>>>

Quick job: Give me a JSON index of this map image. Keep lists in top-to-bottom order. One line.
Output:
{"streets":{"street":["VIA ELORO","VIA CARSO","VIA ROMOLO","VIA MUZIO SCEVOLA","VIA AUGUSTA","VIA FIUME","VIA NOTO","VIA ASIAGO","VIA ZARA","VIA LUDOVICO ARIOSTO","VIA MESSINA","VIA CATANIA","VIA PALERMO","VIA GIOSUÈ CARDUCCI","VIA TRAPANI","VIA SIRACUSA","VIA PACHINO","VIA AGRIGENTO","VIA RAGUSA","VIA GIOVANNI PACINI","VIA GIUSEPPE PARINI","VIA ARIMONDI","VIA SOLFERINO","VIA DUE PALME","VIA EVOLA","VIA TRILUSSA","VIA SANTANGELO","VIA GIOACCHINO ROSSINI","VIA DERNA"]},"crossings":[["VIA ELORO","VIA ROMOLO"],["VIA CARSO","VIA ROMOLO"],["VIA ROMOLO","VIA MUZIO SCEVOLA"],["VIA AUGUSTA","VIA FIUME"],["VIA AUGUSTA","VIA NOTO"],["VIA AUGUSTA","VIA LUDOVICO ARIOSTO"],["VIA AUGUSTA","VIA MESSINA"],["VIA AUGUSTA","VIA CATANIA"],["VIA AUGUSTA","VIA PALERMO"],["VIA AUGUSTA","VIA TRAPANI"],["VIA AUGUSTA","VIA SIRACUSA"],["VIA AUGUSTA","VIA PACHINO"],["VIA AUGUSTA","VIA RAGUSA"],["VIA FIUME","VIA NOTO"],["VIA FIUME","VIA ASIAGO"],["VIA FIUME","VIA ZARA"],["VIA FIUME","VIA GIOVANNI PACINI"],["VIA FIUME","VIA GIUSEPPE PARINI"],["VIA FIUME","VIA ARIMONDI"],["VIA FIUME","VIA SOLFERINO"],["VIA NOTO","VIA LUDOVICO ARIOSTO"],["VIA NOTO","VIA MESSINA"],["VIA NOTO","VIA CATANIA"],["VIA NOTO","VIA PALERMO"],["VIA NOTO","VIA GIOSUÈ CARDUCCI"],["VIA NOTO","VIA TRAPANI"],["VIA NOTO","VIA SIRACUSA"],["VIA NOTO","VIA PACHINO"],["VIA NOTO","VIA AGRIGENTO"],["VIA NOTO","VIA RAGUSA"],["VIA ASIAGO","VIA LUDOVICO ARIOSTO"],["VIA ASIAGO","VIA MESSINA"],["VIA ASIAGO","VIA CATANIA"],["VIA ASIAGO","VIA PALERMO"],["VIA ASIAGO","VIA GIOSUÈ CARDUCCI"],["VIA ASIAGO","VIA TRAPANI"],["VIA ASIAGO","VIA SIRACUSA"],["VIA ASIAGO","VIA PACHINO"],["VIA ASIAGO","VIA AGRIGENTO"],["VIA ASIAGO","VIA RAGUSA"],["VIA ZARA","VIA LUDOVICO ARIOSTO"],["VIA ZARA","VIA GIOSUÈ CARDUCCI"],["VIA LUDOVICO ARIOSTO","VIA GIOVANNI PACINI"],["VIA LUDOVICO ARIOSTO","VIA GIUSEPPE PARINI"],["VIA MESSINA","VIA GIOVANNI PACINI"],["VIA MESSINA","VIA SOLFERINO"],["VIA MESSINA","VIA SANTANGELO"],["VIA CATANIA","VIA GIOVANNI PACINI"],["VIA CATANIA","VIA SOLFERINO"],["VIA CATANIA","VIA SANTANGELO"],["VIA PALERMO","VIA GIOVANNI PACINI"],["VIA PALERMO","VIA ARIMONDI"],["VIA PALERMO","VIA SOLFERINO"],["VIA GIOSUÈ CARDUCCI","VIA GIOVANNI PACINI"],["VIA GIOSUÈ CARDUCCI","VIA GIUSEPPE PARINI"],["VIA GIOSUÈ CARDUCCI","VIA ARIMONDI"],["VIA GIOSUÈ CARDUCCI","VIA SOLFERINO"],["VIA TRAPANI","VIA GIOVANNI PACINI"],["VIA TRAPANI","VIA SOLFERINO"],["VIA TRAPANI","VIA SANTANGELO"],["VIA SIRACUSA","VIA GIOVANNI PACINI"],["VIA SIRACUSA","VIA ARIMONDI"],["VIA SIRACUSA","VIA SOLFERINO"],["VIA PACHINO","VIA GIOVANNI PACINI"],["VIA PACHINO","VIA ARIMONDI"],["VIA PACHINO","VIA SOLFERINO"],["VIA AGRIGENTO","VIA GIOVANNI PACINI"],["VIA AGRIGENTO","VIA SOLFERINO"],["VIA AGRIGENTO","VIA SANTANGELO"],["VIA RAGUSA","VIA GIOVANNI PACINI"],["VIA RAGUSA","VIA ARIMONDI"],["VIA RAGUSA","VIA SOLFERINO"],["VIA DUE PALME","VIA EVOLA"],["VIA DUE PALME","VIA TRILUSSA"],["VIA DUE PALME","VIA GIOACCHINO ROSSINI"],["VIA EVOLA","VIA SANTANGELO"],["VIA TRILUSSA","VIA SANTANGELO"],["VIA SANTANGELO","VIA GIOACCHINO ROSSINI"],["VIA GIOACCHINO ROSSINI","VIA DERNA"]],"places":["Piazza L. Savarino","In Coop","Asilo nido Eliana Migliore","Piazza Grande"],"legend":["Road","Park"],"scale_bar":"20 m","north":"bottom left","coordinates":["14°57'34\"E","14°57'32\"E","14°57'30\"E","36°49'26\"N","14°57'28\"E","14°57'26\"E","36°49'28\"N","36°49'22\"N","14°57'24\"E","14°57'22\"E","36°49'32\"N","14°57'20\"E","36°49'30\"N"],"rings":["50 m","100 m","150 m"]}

<<<

WHAT IS BEING ASKED: A complete and exact reproduction of the data is needed.

FINAL ANSWER:
Quick job: Give me a JSON index of this map image. Keep lists in top-to-bottom order. One line.
Output:
{"streets":{"street":["VIA ELORO","VIA CARSO","VIA ROMOLO","VIA MUZIO SCEVOLA","VIA AUGUSTA","VIA FIUME","VIA NOTO","VIA ASIAGO","VIA ZARA","VIA LUDOVICO ARIOSTO","VIA MESSINA","VIA CATANIA","VIA PALERMO","VIA GIOSUÈ CARDUCCI","VIA TRAPANI","VIA SIRACUSA","VIA PACHINO","VIA AGRIGENTO","VIA RAGUSA","VIA GIOVANNI PACINI","VIA GIUSEPPE PARINI","VIA ARIMONDI","VIA SOLFERINO","VIA DUE PALME","VIA EVOLA","VIA TRILUSSA","VIA SANTANGELO","VIA GIOACCHINO ROSSINI","VIA DERNA"]},"crossings":[["VIA ELORO","VIA ROMOLO"],["VIA CARSO","VIA ROMOLO"],["VIA ROMOLO","VIA MUZIO SCEVOLA"],["VIA AUGUSTA","VIA FIUME"],["VIA AUGUSTA","VIA NOTO"],["VIA AUGUSTA","VIA LUDOVICO ARIOSTO"],["VIA AUGUSTA","VIA MESSINA"],["VIA AUGUSTA","VIA CATANIA"],["VIA AUGUSTA","VIA PALERMO"],["VIA AUGUSTA","VIA TRAPANI"],["VIA AUGUSTA","VIA SIRACUSA"],["VIA AUGUSTA","VIA PACHINO"],["VIA AUGUSTA","VIA RAGUSA"],["VIA FIUME","VIA NOTO"],["VIA FIUME","VIA ASIAGO"],["VIA FIUME","VIA ZARA"],["VIA FIUME","VIA GIOVANNI PACINI"],["VIA FIUME","VIA GIUSEPPE PARINI"],["VIA FIUME","VIA ARIMONDI"],["VIA FIUME","VIA SOLFERINO"],["VIA NOTO","VIA LUDOVICO ARIOSTO"],["VIA NOTO","VIA MESSINA"],["VIA NOTO","VIA CATANIA"],["VIA NOTO","VIA PALERMO"],["VIA NOTO","VIA GIOSUÈ CARDUCCI"],["VIA NOTO","VIA TRAPANI"],["VIA NOTO","VIA SIRACUSA"],["VIA NOTO","VIA PACHINO"],["VIA NOTO","VIA AGRIGENTO"],["VIA NOTO","VIA RAGUSA"],["VIA ASIAGO","VIA LUDOVICO ARIOSTO"],["VIA ASIAGO","VIA MESSINA"],["VIA ASIAGO","VIA CATANIA"],["VIA ASIAGO","VIA PALERMO"],["VIA ASIAGO","VIA GIOSUÈ CARDUCCI"],["VIA ASIAGO","VIA TRAPANI"],["VIA ASIAGO","VIA SIRACUSA"],["VIA ASIAGO","VIA PACHINO"],["VIA ASIAGO","VIA AGRIGENTO"],["VIA ASIAGO","VIA RAGUSA"],["VIA ZARA","VIA LUDOVICO ARIOSTO"],["VIA ZARA","VIA GIOSUÈ CARDUCCI"],["VIA LUDOVICO ARIOSTO","VIA GIOVANNI PACINI"],["VIA LUDOVICO ARIOSTO","VIA GIUSEPPE PARINI"],["VIA MESSINA","VIA GIOVANNI PACINI"],["VIA MESSINA","VIA SOLFERINO"],["VIA MESSINA","VIA SANTANGELO"],["VIA CATANIA","VIA GIOVANNI PACINI"],["VIA CATANIA","VIA SOLFERINO"],["VIA CATANIA","VIA SANTANGELO"],["VIA PALERMO","VIA GIOVANNI PACINI"],["VIA PALERMO","VIA ARIMONDI"],["VIA PALERMO","VIA SOLFERINO"],["VIA GIOSUÈ CARDUCCI","VIA GIOVANNI PACINI"],["VIA GIOSUÈ CARDUCCI","VIA GIUSEPPE PARINI"],["VIA GIOSUÈ CARDUCCI","VIA ARIMONDI"],["VIA GIOSUÈ CARDUCCI","VIA SOLFERINO"],["VIA TRAPANI","VIA GIOVANNI PACINI"],["VIA TRAPANI","VIA SOLFERINO"],["VIA TRAPANI","VIA SANTANGELO"],["VIA SIRACUSA","VIA GIOVANNI PACINI"],["VIA SIRACUSA","VIA ARIMONDI"],["VIA SIRACUSA","VIA SOLFERINO"],["VIA PACHINO","VIA GIOVANNI PACINI"],["VIA PACHINO","VIA ARIMONDI"],["VIA PACHINO","VIA SOLFERINO"],["VIA AGRIGENTO","VIA GIOVANNI PACINI"],["VIA AGRIGENTO","VIA SOLFERINO"],["VIA AGRIGENTO","VIA SANTANGELO"],["VIA RAGUSA","VIA GIOVANNI PACINI"],["VIA RAGUSA","VIA ARIMONDI"],["VIA RAGUSA","VIA SOLFERINO"],["VIA DUE PALME","VIA EVOLA"],["VIA DUE PALME","VIA TRILUSSA"],["VIA DUE PALME","VIA GIOACCHINO ROSSINI"],["VIA EVOLA","VIA SANTANGELO"],["VIA TRILUSSA","VIA SANTANGELO"],["VIA SANTANGELO","VIA GIOACCHINO ROSSINI"],["VIA GIOACCHINO ROSSINI","VIA DERNA"]],"places":["Piazza L. Savarino","In Coop","Asilo nido Eliana Migliore","Piazza Grande"],"legend":["Road","Park"],"scale_bar":"20 m","north":"bottom left","coordinates":["14°57'34\"E","14°57'32\"E","14°57'30\"E","36°49'26\"N","14°57'28\"E","14°57'26\"E","36°49'28\"N","36°49'22\"N","14°57'24\"E","14°57'22\"E","36°49'32\"N","14°57'20\"E","36°49'30\"N"],"rings":["50 m","100 m","150 m"]}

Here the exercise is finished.